European rugby’s 21st-century marmite man scored twice in Saracens’ Champions Cup quarterfinal against Glasgow to move level with Vincent Clerc as the tournament’s leading try scorer, with 36 touchdowns. What’s even more remarkable is that he reached his tally in just 59 games. Clerc has played 82 European games (including 11 as a replacement), and had played just shy of 70 times when he scored number 36 for Toulouse during the 2015/16 season. As well as his brace in the Glasgow encounter, Ashton made another score and could have had added to his tally. Chances of him making the Lions’ tour? Slim.

Dan Norton

Speaking of try-machines, here’s one international player you probably won’t have heard of if you don’t follow England sevens. But Dan Norton, who has been a sevens international since 2009, is an Olympic silver medallist and this weekend likely to set a new all-time try-scoring record at the Hong Kong Sevens. He is currently level on 244 tries with Kenya’s Collins Injera.

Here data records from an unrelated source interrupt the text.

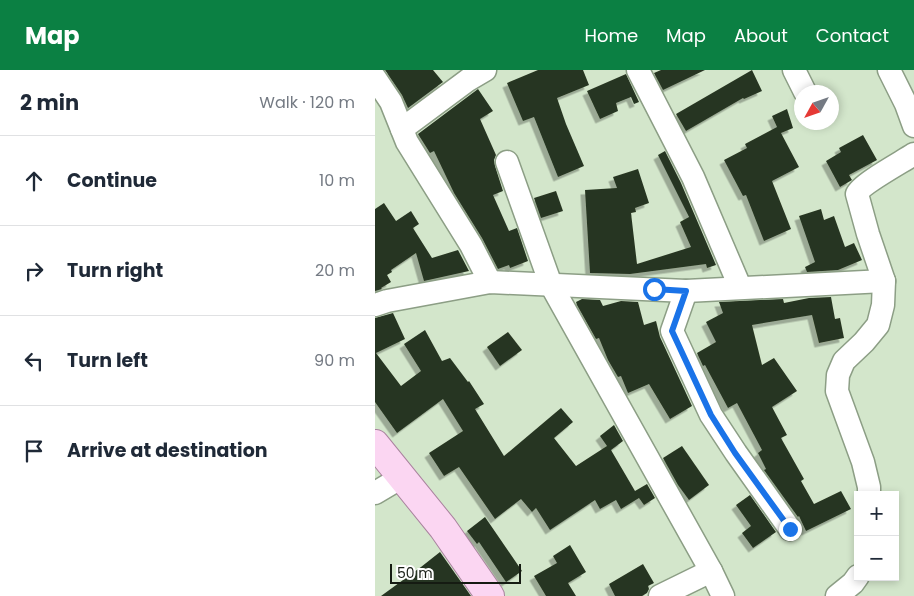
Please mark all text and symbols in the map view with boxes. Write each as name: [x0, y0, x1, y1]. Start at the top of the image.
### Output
text: Map: [25, 19, 80, 52]
text: Home: [584, 23, 638, 48]
text: Map: [666, 23, 706, 48]
text: About: [734, 23, 788, 48]
text: Contact: [816, 23, 889, 48]
north arrow: [794, 85, 839, 130]
text: 2 min: [20, 88, 79, 117]
text: Walk · 120 m: [259, 91, 355, 114]
icon: ahead: [20, 167, 48, 195]
text: Continue: [67, 167, 157, 194]
text: 10 m: [319, 169, 355, 192]
icon: right: [20, 257, 48, 285]
text: Turn right: [67, 257, 163, 284]
text: 20 m: [315, 259, 355, 282]
route start: [643, 278, 666, 301]
icon: left: [20, 347, 48, 375]
text: Turn left: [67, 347, 148, 374]
text: 90 m: [314, 349, 355, 372]
icon: arrive: [20, 437, 48, 465]
text: Arrive at destination: [67, 437, 268, 464]
map controls: [854, 491, 899, 581]
button: +: [854, 491, 899, 536]
route end: [779, 518, 802, 541]
button: −: [854, 536, 899, 581]
scale bar: [390, 561, 521, 584]
text: 50 m: [397, 563, 433, 583]

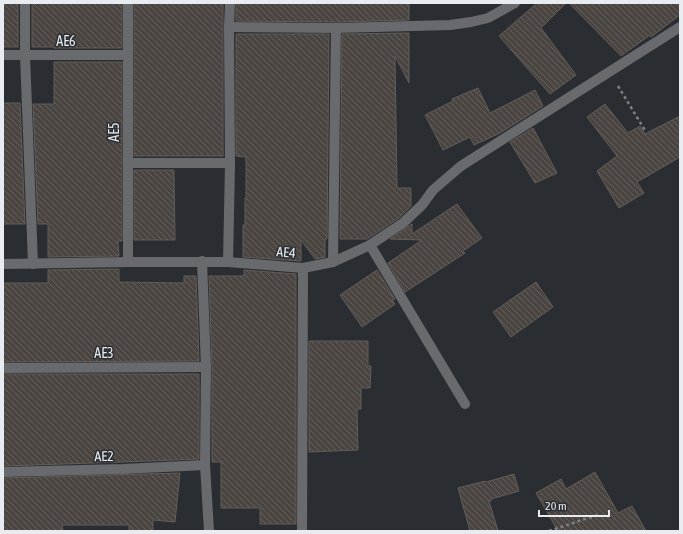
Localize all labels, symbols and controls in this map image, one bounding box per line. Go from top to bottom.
street label: AE6 [56,33,76,49]
street label: AE5 [106,122,122,142]
street label: AE4 [276,243,297,261]
street label: AE3 [94,345,114,361]
street label: AE2 [94,448,114,464]
scale bar [539,492,609,518]
text: 20 m [545,499,567,513]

Here are just a few of the 244:

Zebre

Anything Treviso can do, rivals Zebre can do as well. A week after the former beat Ospreys to create a gap in the two Italian teams’ personal Pro 12 battle for next season’s Champions Cup place, the latter closed it up again with a deserved 25-22 win over Connacht in a rearranged match. To be fair, the win was no less than Zebre deserved. They were 22-10 up when original fixture had to be postponed at halftime as a storm of biblical proportions hammered Parma’s Stadio Lanfranchi. So now, with four rounds of the regular season remaining, just two points separate the sides at the bottom of the Pro 12.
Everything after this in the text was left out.